(Assignment): Restate, exactly and without pictures, the lines from the start of the listing below through the line holding "display:block; font-size:15px; white-space:nowrap".

═════ Data supplied ═════

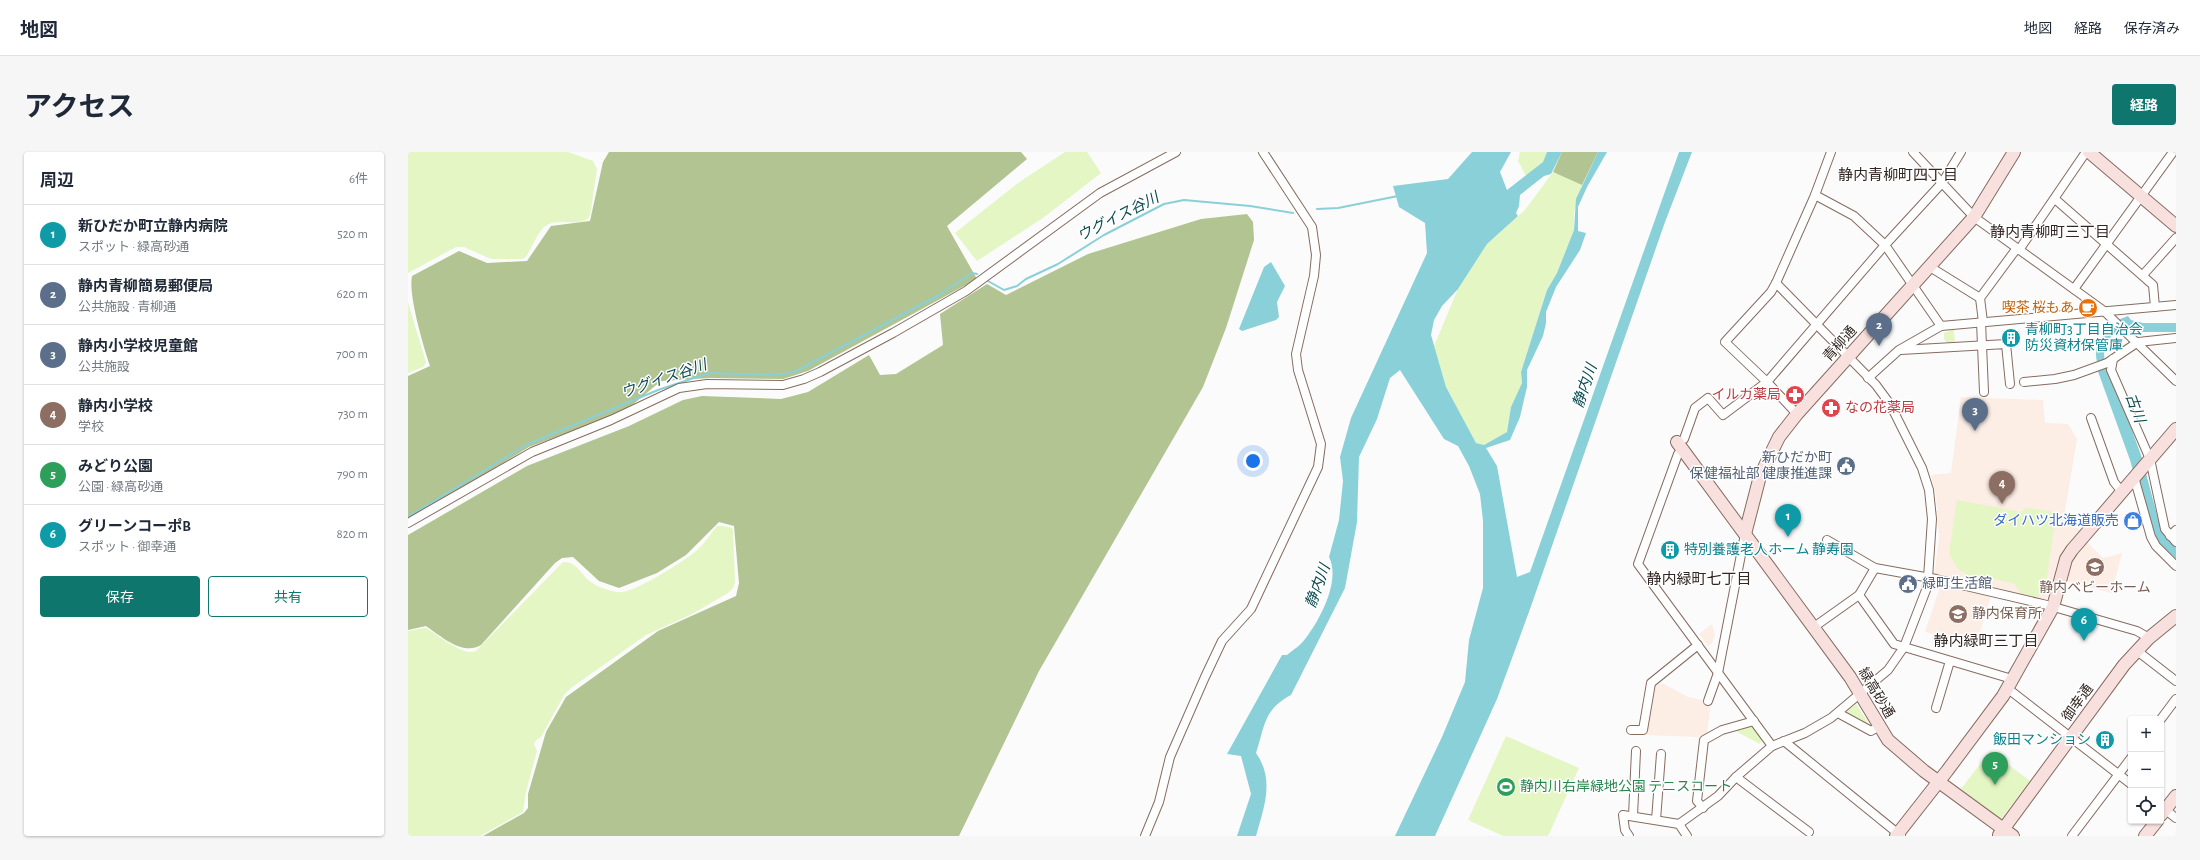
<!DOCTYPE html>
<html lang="ja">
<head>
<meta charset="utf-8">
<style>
	:root { --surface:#fff; --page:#f6f6f7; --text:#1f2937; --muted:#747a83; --line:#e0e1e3; --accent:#0f766e }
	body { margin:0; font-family:"Alegreya Sans","Noto Sans JP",sans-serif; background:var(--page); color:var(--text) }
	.controls { position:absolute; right:12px; bottom:12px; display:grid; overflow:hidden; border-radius:4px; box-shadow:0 1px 3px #0004 }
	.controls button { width:36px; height:36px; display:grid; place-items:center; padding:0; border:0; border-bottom:1px solid var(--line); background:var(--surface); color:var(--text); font:20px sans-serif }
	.you { position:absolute; left:845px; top:309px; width:14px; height:14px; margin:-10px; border:3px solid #fff; border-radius:50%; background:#1a73e8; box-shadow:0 0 0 6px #1a73e833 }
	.badge { display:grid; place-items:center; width:26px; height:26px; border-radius:50%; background:var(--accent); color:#fff; font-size:13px; font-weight:700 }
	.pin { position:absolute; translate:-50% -33px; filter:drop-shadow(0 1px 2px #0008) }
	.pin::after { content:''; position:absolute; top:21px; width:14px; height:12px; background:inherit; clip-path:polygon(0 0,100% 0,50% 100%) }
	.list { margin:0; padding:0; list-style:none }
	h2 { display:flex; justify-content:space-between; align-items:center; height:52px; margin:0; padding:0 16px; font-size:17px }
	h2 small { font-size:13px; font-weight:400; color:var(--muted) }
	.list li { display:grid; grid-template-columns:26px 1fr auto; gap:12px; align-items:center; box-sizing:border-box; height:60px; padding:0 16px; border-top:1px solid var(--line) }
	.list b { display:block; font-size:15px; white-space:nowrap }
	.list p { margin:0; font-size:13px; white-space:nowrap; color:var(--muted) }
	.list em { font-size:13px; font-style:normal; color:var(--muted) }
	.actions { display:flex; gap:8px; padding:12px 16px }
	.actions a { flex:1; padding:9px 0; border:1px solid var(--accent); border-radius:4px; text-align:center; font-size:14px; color:var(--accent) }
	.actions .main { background:var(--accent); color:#fff }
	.icon { flex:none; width:22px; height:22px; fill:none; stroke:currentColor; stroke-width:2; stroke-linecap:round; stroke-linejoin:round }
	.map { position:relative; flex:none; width:1768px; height:684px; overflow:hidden; border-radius:4px }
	header { display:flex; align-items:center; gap:24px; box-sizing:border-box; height:56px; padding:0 20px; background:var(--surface); border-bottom:1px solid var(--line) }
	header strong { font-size:19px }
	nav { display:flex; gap:22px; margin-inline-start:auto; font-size:14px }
	.intro { display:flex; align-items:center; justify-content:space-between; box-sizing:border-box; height:96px; padding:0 24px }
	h1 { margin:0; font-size:28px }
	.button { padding:10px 18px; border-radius:4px; background:var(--accent); color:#fff; font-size:14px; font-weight:700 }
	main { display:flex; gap:24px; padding:0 24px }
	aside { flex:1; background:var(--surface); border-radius:4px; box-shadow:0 1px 3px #0004 }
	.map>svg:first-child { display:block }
</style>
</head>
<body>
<header>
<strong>地図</strong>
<nav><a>地図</a><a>経路</a><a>保存済み</a></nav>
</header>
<div class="intro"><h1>アクセス</h1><a class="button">経路</a></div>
<main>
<aside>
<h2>周辺<small>6件</small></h2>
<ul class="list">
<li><span class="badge" style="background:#0f9aa8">1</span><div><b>新ひだか町立静内病院</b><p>スポット · 緑高砂通</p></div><em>520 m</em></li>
<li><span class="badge" style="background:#5c6f8a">2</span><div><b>静内青柳簡易郵便局</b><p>公共施設 · 青柳通</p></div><em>620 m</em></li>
<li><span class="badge" style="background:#5c6f8a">3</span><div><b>静内小学校児童館</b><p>公共施設</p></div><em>700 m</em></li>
<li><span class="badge" style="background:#8d6e63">4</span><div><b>静内小学校</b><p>学校</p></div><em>730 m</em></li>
<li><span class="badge" style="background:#2e9e5b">5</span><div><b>みどり公園</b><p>公園 · 緑高砂通</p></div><em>790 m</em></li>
<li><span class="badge" style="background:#0f9aa8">6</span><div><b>グリーンコーポB</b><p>スポット · 御幸通</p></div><em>820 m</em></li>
</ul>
<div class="actions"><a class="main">保存</a><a>共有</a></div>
</aside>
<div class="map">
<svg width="1768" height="684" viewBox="0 0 1768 684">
	<rect width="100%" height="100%" fill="#fbfbfb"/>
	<g fill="#fcede5">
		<path d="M1553 245 1635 248 1637 271 1660 272 1669 287 1657 359 1658 369 1672 378 1655 398 1639 446 1635 449 1526 423 1531 386 1528 344 1523 323 1543 321Z"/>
		<path d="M1679 390 1695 406 1714 401 1704 441 1660 430 1663 412Z"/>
		<path d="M1533 432 1583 444 1568 494 1517 480Z"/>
		<path d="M1304 472 1307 483 1304 491 1300 494 1291 482Z"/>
		<path d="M1254 531 1280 545 1303 550 1299 582 1290 585 1238 583 1244 536Z"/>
	</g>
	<g fill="#e3f6c4">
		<path d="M0 0H160L185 9 189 17 182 64C174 76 150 66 139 73 130 78 124 96 118 105L114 107H83L56 95H48L0 121Z"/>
		<path d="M657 0H679L693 21 635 66 569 109 547 81 610 31Z"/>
		<path d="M1112 0H1139L1135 10 1118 24 1110 9Z"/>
		<path d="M1145 20 1174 33 1166 61V78L1149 121 1139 138 1113 220 1114 231 1103 255 1099 280 1076 293 1068 291 1038 235 1026 194 1050 137 1079 92 1117 58Z"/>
		<path d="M0 151 18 210 15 215 0 221Z"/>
		<path d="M1546 177 1547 192H1540L1536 187V181Z"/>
		<path d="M1549 348 1613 360 1618 356 1643 359 1647 368 1637 440 1629 445 1612 441 1607 432 1579 425 1567 427 1550 417 1541 402Z"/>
		<path d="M309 374H316L324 376 325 379 327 430 325 436 320 441 284 462 238 483 163 536 156 543 133 585 128 588 126 592 129 599 118 640 115 660 72 684H0V479L18 476C30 483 55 505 68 499L155 410C169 409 173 423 183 430 191 436 206 441 215 440 232 437 273 411 287 400 296 393 302 382 309 374Z"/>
		<path d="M1448 552 1464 577 1436 561Z"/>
		<path d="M1344 574 1354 587 1352 592 1329 580 1331 577Z"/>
		<path d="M1098 584 1171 616 1140 684H1095L1060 668Z"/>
		<path d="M1582 599 1622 629 1593 667 1553 637Z"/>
	</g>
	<g fill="#b1c492">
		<path d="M201 0H613L619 7 539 74 569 127 400 219 375 227 302 226 253 229 217 259 121 295 0 368V224L22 214C15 193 0 142 4 124L51 99 79 111 119 109 143 74 182 69 195 10Z"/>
		<path d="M1154 0H1190L1174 33 1145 20Z"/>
		<path d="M839 62 845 70 846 88 818 176 795 235 631 519 551 684H75L116 661 120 656V642L138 580 158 545 250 479 328 444 331 431 326 374 311 370 278 403 249 421 211 436 191 429 165 405 154 406 147 411 73 493C55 504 34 485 18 474L0 478V383L119 314 221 274 275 248 294 244 373 247 400 240 461 203 472 223 488 222 535 193 532 162 579 132 598 143 680 102 793 67Z"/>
	</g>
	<g fill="#8ad0d8">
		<path d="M1064 0H1103L1092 20 1099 38 1135 10 1139 0H1154L1143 22 1136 24 1112 43 1111 54 1108 61 1110 64 1079 92 1050 137 1034 154 1026 168 1023 183 1038 235 1068 291 1076 293 1099 280 1103 255 1114 231 1113 220 1139 138 1149 121 1166 78 1168 47 1190 0H1199L1179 35 1170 55V79L1178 81 1172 98 1148 135 1138 160V171L1135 184 1119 218V235L1112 265 1102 288 1078 296 1089 314 1109 425 1122 420 1271 0H1284L1257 70 1122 457 1089 547 1027 684H987L1034 585 1057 530 1061 488 1075 436V369L1072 342 1061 314 1050 294 1036 287 992 218 982 226 969 267 951 305 949 370 937 436 883 543C855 558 857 574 848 601 867 628 856 655 848 684H829L843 642 833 604 819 602 874 503H879C885 498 893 493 897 487 912 468 933 428 921 405L931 368 935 329 932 305 943 266 1019 101 1017 71 991 55 985 34 1040 27Z"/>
		<path d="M863 110 877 134 869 150 871 165 868 168 834 179 831 177 856 115Z"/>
		<path d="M1720 164 1723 168 1735 171H1768V180H1710C1690 190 1696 210 1702 227L1696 229C1686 204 1682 194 1704 175L1702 171Z"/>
	</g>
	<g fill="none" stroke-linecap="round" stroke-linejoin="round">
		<g stroke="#8ad0d8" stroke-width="2">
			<path d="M909 57 930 56 990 44"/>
			<path d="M580 129 596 138 609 134 618 127 650 112 696 83 756 52 776 48 842 54 885 61"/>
			<path d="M0 365 120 292 250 238 301 221 367 223 383 221 398 214 531 143 564 121 569 122"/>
		</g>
		<path stroke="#8ad0d8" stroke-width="12" d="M1694 213 1728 307 1746 375 1768 403"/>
		<defs>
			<g id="street">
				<path d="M1505 0 1566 65 1696 159 1768 229"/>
				<path d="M1407 43 1446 64 1477 93 1533 174"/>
				<path d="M1647 47 1745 133 1747 155"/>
				<path d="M1611 98 1678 0"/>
				<path d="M1522 115 1572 146"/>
				<path d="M1735 123 1768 86"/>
				<path d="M1666 137 1765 0"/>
				<path d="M1573 170 1576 240"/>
				<path d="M1575 170 1572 146 1609 96"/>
				<path d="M1493 198 1598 192 1602 232"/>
				<path d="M1705 207 1703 218 1742 307 1757 377 1768 390"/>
				<path d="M1460 226 1491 198 1533 174 1768 153"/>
				<path d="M1616 230 1647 227 1666 223 1699 211 1730 190 1768 186"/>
				<path d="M1389 262 1359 230 1317 190 1363 140 1368 131 1407 43 1423 0"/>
				<path d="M1683 266 1706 330 1714 340"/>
				<path d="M1276 287 1287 256 1300 246 1315 263 1359 230 1477 93 1534 31 1553 0"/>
				<path d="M1270 302 1230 412 1364 594"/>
				<path d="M1726 325 1743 385 1748 394 1768 414"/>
				<path d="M0 371 124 300 203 268 271 236 299 232 375 233 396 227 412 220 485 181 558 139 692 41 768 0"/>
				<path d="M1762 384 1768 378"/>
				<path d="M1419 388 1467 416 1528 427 1639 453 1729 479 1741 486"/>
				<path d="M1451 443 1486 492 1604 527"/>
				<path d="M1406 475 1451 443 1467 416"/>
				<path d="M1728 498 1768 529"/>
				<path d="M1599 536 1723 632"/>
				<path d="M1300 549 1310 521 1337 382"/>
				<path d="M1528 556 1542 509"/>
				<path d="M1430 561 1463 579 1470 575"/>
				<path d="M1753 567 1768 547"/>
				<path d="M1223 578H1235L1243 531 1290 493"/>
				<path d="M1376 589 1493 684"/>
				<path d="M1328 625 1401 680"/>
				<path d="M1754 655 1768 666"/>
				<path d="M1295 656 1289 649 1296 588 1314 578 1346 569"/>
				<path d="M1225 664 1228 599"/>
				<path d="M1248 668 1253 602"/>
				<path d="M1271 672 1279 684"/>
				<path d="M737 684 751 650 762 605 797 525 814 489 843 457 910 315 913 292 890 218 888 202 906 124 908 103 904 75 855 0"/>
				<path d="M1221 684 1217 678 1215 663 1271 672 1310 644 1328 625 1364 594 1397 581 1423 566 1480 518 1496 495 1518 438 1520 426 1524 367 1521 338 1514 316 1482 252 1468 233 1368 131"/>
				<path d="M1664 684 1723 606"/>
			</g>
			<g id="secondary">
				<path d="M1681 0 1768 74"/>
				<path d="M1269 290 1442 525 1480 588 1516 619 1605 684"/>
				<path d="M1337 382 1352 324 1371 285 1389 262 1566 65 1606 0"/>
				<path d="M1753 663 1768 644"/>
				<path d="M1591 683 1716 513 1741 486 1768 464"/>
				<path d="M1488 684 1539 619 1595 544 1645 455 1658 407 1664 398 1768 277"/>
				<path d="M1737 684 1749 669"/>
			</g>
		</defs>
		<use href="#street" stroke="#866c5f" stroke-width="10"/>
		<use href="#secondary" stroke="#866c5f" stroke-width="14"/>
		<use href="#street" stroke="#fff" stroke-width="8"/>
		<use href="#secondary" stroke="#f8e0df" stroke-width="12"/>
	</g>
	<defs>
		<symbol id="cafe-disc" viewBox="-11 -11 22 22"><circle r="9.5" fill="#e8710a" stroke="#fff"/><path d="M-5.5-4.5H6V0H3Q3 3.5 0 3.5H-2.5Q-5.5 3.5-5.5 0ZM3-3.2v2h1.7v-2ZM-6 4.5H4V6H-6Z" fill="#fff"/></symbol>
		<symbol id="building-disc" viewBox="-11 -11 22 22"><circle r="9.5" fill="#0f9aa8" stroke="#fff"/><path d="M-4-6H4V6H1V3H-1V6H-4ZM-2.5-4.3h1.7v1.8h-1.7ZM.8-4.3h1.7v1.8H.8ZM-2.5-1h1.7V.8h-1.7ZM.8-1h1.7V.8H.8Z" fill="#fff"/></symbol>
		<symbol id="pharmacy-disc" viewBox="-11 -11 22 22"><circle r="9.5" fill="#e0444e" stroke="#fff"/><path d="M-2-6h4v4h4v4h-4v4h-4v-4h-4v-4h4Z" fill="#fff"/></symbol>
		<symbol id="civic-disc" viewBox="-11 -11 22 22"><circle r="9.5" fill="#5c6f8a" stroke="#fff"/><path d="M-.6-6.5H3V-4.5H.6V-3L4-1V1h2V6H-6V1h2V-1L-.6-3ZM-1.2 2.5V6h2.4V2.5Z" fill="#fff"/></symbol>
		<symbol id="shop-disc" viewBox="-11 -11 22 22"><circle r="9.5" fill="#3f7fe0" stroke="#fff"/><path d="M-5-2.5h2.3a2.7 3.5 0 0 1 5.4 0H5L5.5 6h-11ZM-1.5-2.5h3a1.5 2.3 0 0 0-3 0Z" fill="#fff"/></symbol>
		<symbol id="school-disc" viewBox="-11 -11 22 22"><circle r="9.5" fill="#8d6e63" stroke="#fff"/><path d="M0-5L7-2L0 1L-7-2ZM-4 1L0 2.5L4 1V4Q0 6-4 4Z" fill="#fff"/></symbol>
		<symbol id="stadium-disc" viewBox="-11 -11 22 22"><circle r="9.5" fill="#2e9e5b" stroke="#fff"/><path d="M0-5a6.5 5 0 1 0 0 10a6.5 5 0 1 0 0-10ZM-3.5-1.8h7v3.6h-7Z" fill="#fff"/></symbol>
	</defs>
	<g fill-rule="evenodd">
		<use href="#cafe-disc" x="1669" y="145" width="22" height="22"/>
		<use href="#building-disc" x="1592" y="175" width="22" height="22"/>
		<use href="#pharmacy-disc" x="1376" y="232" width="22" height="22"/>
		<use href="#pharmacy-disc" x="1412" y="245" width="22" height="22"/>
		<use href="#civic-disc" x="1427" y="303" width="22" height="22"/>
		<use href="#shop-disc" x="1714" y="358" width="22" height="22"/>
		<use href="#building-disc" x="1251" y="387" width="22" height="22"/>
		<use href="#school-disc" x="1676" y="404" width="22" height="22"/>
		<use href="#civic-disc" x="1489" y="421" width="22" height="22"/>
		<use href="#school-disc" x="1539" y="451" width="22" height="22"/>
		<use href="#building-disc" x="1686" y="577" width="22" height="22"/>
		<use href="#stadium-disc" x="1087" y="624" width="22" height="22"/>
	</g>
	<g text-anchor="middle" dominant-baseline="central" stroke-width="3" stroke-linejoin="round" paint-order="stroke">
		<g font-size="14" fill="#c56008" stroke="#fff" text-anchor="end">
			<text x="1666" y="156">喫茶 桜もあ</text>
		</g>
		<g font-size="14" fill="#0d838f" stroke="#fff" text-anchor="start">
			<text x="1617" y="178">青柳町3丁目自治会<tspan x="1617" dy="16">防災資材保管庫</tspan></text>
			<text x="1276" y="398">特別養護老人ホーム 静寿園</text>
			<text x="1683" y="588" text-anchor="end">飯田マンション</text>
		</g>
		<g font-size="14" fill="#322722" stroke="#fff">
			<text transform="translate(1432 192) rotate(-48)">青柳通</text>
			<text transform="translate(1468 541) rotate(59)">緑高砂通</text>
			<text transform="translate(1670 551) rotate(-54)">御幸通</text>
		</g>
		<g font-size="14" fill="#be3a42" stroke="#fff" text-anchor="end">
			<text x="1373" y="243">イルカ薬局</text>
			<text x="1437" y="256" text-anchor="start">なの花薬局</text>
		</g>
		<g font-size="14" fill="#4e5e75" stroke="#fff" text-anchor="end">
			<text x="1424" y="306">新ひだか町<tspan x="1424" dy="16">保健福祉部 健康推進課</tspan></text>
			<text x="1514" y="432" text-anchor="start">緑町生活館</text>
		</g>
		<g font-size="14" fill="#366cbe" stroke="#fff" text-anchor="end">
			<text x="1711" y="369">ダイハツ北海道販売</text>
		</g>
		<g font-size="14" fill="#785e54" stroke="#fff">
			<text x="1687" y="436">静内ベビーホーム</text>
			<text x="1564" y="462" text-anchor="start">静内保育所</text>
		</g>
		<g font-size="14" fill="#27864d" stroke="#fff" text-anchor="start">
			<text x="1112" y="635">静内川右岸緑地公園 テニスコート</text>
		</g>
		<g font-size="15" fill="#322722" stroke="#fff">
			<text x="1490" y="23">静内青柳町四丁目</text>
			<text x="1642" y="80">静内青柳町三丁目</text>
			<text x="1291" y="427">静内緑町七丁目</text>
			<text x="1578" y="489">静内緑町三丁目</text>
		</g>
		<g font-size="15" font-style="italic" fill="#0a4a51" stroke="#fff">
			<text transform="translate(710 65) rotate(-27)">ウグイス谷川</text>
			<text transform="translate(256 227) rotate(-19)">ウグイス谷川</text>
			<text transform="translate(1177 234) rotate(-71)">静内川</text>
			<text transform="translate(1727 256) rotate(70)">古川</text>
			<text transform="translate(910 434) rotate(-70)">静内川</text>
		</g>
	</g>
</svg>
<div class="controls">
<button>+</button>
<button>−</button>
<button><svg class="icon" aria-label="locate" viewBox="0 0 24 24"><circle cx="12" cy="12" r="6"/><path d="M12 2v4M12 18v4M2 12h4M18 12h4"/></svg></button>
</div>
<div class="you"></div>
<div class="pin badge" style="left:1380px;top:385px;background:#0f9aa8">1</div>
<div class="pin badge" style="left:1471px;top:194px;background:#5c6f8a">2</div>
<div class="pin badge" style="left:1567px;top:279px;background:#5c6f8a">3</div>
<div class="pin badge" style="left:1594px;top:352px;background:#8d6e63">4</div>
<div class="pin badge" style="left:1587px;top:633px;background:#2e9e5b">5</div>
<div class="pin badge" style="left:1676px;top:489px;background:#0f9aa8">6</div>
</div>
</main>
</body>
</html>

═════

(Result for this exercise):
<!DOCTYPE html>
<html lang="ja">
<head>
<meta charset="utf-8">
<style>
	:root { --surface:#fff; --page:#f6f6f7; --text:#1f2937; --muted:#747a83; --line:#e0e1e3; --accent:#0f766e }
	body { margin:0; font-family:"Alegreya Sans","Noto Sans JP",sans-serif; background:var(--page); color:var(--text) }
	.controls { position:absolute; right:12px; bottom:12px; display:grid; overflow:hidden; border-radius:4px; box-shadow:0 1px 3px #0004 }
	.controls button { width:36px; height:36px; display:grid; place-items:center; padding:0; border:0; border-bottom:1px solid var(--line); background:var(--surface); color:var(--text); font:20px sans-serif }
	.you { position:absolute; left:845px; top:309px; width:14px; height:14px; margin:-10px; border:3px solid #fff; border-radius:50%; background:#1a73e8; box-shadow:0 0 0 6px #1a73e833 }
	.badge { display:grid; place-items:center; width:26px; height:26px; border-radius:50%; background:var(--accent); color:#fff; font-size:13px; font-weight:700 }
	.pin { position:absolute; translate:-50% -33px; filter:drop-shadow(0 1px 2px #0008) }
	.pin::after { content:''; position:absolute; top:21px; width:14px; height:12px; background:inherit; clip-path:polygon(0 0,100% 0,50% 100%) }
	.list { margin:0; padding:0; list-style:none }
	h2 { display:flex; justify-content:space-between; align-items:center; height:52px; margin:0; padding:0 16px; font-size:17px }
	h2 small { font-size:13px; font-weight:400; color:var(--muted) }
	.list li { display:grid; grid-template-columns:26px 1fr auto; gap:12px; align-items:center; box-sizing:border-box; height:60px; padding:0 16px; border-top:1px solid var(--line) }
	.list b { display:block; font-size:15px; white-space:nowrap }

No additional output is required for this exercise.